Linwood T. Wells, Jr., Assistant Attorney
General (James S. Gilmore, III, Attorney
General, on brief), for appellee.
George E. Bates (appellant) appeals from his bench trial
convictions by the Circuit Court of the City of Richmond (trial
court) for two counts of attempted capital murder in violation of
Code §§ 18.2-25 and 18.2-31(6). The sole issue presented by this
appeal is whether the evidence is sufficient to support the
charge that appellant formed a specific intent to kill two law
enforcement officers while in the performance of their duties.

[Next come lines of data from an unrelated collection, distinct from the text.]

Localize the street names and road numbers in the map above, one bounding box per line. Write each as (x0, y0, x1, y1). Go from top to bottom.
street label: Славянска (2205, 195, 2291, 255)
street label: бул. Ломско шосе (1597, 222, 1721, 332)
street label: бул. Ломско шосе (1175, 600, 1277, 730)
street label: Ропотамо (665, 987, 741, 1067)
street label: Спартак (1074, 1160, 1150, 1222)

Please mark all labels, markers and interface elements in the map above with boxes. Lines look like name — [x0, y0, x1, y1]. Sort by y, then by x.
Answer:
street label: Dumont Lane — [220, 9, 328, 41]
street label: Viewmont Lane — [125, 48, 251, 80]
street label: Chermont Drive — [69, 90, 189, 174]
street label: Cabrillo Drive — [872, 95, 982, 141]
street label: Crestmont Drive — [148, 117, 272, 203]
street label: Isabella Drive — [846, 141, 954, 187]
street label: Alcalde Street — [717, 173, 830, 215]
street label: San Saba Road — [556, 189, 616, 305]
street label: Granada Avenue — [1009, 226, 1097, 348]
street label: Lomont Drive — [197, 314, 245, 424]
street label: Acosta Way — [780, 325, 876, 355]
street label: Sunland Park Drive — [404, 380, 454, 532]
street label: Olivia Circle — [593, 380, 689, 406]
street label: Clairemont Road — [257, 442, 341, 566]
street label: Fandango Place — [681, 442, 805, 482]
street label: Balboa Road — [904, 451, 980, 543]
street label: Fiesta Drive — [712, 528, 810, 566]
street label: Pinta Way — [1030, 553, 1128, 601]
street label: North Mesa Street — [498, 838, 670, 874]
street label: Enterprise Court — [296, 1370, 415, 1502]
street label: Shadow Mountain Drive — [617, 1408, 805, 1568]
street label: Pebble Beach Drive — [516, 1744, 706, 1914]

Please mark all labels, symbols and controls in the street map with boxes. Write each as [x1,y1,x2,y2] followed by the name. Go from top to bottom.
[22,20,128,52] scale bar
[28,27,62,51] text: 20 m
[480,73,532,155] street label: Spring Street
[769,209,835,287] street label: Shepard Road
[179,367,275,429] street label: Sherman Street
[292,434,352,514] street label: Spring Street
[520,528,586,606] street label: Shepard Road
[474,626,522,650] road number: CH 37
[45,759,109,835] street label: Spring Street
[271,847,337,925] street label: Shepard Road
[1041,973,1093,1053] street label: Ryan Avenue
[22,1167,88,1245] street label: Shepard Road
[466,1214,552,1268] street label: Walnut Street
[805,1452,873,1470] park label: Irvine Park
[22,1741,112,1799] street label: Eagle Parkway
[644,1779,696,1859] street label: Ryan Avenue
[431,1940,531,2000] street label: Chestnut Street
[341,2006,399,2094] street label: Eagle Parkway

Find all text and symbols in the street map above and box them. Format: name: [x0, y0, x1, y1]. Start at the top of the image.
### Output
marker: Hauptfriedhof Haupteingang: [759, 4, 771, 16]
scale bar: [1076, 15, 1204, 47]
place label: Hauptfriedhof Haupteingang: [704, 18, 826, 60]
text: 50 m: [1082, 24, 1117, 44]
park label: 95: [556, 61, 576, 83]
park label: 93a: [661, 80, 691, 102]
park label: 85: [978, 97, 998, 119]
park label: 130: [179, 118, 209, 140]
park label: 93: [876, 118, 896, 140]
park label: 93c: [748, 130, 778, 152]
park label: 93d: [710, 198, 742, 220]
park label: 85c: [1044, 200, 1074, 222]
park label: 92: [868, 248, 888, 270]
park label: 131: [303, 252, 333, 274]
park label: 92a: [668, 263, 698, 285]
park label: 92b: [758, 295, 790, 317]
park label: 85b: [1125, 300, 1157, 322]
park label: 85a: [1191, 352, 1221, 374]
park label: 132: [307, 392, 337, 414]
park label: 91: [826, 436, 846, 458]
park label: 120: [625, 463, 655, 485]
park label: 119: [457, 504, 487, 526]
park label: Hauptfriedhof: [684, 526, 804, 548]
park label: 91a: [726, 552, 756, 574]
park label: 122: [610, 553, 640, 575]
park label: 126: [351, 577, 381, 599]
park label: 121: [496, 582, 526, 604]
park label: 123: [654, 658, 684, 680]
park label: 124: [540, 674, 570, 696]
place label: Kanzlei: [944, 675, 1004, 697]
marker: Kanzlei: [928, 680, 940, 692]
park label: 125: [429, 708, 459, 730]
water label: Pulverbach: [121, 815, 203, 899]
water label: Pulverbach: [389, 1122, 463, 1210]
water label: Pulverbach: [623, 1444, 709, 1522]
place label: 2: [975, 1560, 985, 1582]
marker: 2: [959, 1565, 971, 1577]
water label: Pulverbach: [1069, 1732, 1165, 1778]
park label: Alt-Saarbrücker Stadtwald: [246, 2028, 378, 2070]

Upon familiar principles, we review the evidence in the
light most favorable to the Commonwealth, granting to it all
reasonable inferences fairly deducible therefrom. Martin v.
Commonwealth, 4 Va. App. 438, 443, 358 S.E.2d 415, 418 (1987).
On November 13, 1995, Richmond Police Officer James Hanna
*
Pursuant to Code § 17-116.010 this opinion is not
designated for publication.
and Trooper Thomas R. Taylor, in a police vehicle, were following
a Jeep Cherokee (Jeep) which they suspected was stolen. After
Hanna had received verification that the vehicle had been stolen,
the officers began to pursue the Jeep.
Appellant, age fourteen, was the driver of the Jeep. He led
Hanna and Taylor on a chase encompassing a large area at speeds
between fifty and seventy miles per hour. Ultimately, as
appellant approached an entrance ramp to Interstate 64, he lost
control of the Jeep. The left side of the Jeep went into the
grass off of the left shoulder of the ramp. It spun around 180
degrees and came to a halt facing Hanna and Taylor as they sat in
their vehicle.
Both vehicles remained at a stop for three to five seconds.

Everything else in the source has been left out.